* [Problem statement]: Write out the data below in full. Keep it exact.

* [Listed entries]:
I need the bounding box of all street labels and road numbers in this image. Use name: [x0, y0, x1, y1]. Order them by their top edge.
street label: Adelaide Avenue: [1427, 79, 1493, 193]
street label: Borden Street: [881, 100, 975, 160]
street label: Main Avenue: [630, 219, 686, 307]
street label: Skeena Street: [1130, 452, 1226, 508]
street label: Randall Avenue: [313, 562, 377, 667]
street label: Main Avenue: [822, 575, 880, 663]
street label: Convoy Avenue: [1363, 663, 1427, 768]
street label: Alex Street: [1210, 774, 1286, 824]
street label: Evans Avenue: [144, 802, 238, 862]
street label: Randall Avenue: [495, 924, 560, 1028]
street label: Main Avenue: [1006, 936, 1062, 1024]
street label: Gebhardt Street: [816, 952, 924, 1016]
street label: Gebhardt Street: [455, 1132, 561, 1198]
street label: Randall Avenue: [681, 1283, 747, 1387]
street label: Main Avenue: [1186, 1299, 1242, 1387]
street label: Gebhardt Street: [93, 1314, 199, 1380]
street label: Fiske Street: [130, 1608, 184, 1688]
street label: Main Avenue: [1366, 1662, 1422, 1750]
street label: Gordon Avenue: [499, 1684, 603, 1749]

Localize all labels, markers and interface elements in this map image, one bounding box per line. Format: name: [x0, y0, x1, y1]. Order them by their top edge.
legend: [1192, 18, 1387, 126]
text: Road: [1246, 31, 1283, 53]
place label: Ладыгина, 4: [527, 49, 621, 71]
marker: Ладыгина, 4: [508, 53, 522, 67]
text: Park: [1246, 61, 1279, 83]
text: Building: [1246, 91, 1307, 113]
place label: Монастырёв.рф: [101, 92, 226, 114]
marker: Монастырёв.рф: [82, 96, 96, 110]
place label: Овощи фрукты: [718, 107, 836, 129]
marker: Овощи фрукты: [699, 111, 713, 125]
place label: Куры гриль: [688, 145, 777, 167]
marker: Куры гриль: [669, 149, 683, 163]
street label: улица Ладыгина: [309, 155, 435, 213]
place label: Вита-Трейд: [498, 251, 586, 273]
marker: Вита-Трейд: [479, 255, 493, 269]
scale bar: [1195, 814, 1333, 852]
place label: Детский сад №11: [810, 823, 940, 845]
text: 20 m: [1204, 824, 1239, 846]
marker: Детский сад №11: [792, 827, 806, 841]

* [Solution below]:
I need the bounding box of all street labels and road numbers in this image. Use name: [x0, y0, x1, y1]. Order them by their top edge.
street label: Adelaide Avenue: [1427, 79, 1493, 193]
street label: Borden Street: [881, 100, 975, 160]
street label: Main Avenue: [630, 219, 686, 307]
street label: Skeena Street: [1130, 452, 1226, 508]
street label: Randall Avenue: [313, 562, 377, 667]
street label: Main Avenue: [822, 575, 880, 663]
street label: Convoy Avenue: [1363, 663, 1427, 768]
street label: Alex Street: [1210, 774, 1286, 824]
street label: Evans Avenue: [144, 802, 238, 862]
street label: Randall Avenue: [495, 924, 560, 1028]
street label: Main Avenue: [1006, 936, 1062, 1024]
street label: Gebhardt Street: [816, 952, 924, 1016]
street label: Gebhardt Street: [455, 1132, 561, 1198]
street label: Randall Avenue: [681, 1283, 747, 1387]
street label: Main Avenue: [1186, 1299, 1242, 1387]
street label: Gebhardt Street: [93, 1314, 199, 1380]
street label: Fiske Street: [130, 1608, 184, 1688]
street label: Main Avenue: [1366, 1662, 1422, 1750]
street label: Gordon Avenue: [499, 1684, 603, 1749]

Localize all labels, markers and interface elements in this map image, one bounding box per line. Format: name: [x0, y0, x1, y1]. Order them by their top edge.
legend: [1192, 18, 1387, 126]
text: Road: [1246, 31, 1283, 53]
place label: Ладыгина, 4: [527, 49, 621, 71]
marker: Ладыгина, 4: [508, 53, 522, 67]
text: Park: [1246, 61, 1279, 83]
text: Building: [1246, 91, 1307, 113]
place label: Монастырёв.рф: [101, 92, 226, 114]
marker: Монастырёв.рф: [82, 96, 96, 110]
place label: Овощи фрукты: [718, 107, 836, 129]
marker: Овощи фрукты: [699, 111, 713, 125]
place label: Куры гриль: [688, 145, 777, 167]
marker: Куры гриль: [669, 149, 683, 163]
street label: улица Ладыгина: [309, 155, 435, 213]
place label: Вита-Трейд: [498, 251, 586, 273]
marker: Вита-Трейд: [479, 255, 493, 269]
scale bar: [1195, 814, 1333, 852]
place label: Детский сад №11: [810, 823, 940, 845]
text: 20 m: [1204, 824, 1239, 846]
marker: Детский сад №11: [792, 827, 806, 841]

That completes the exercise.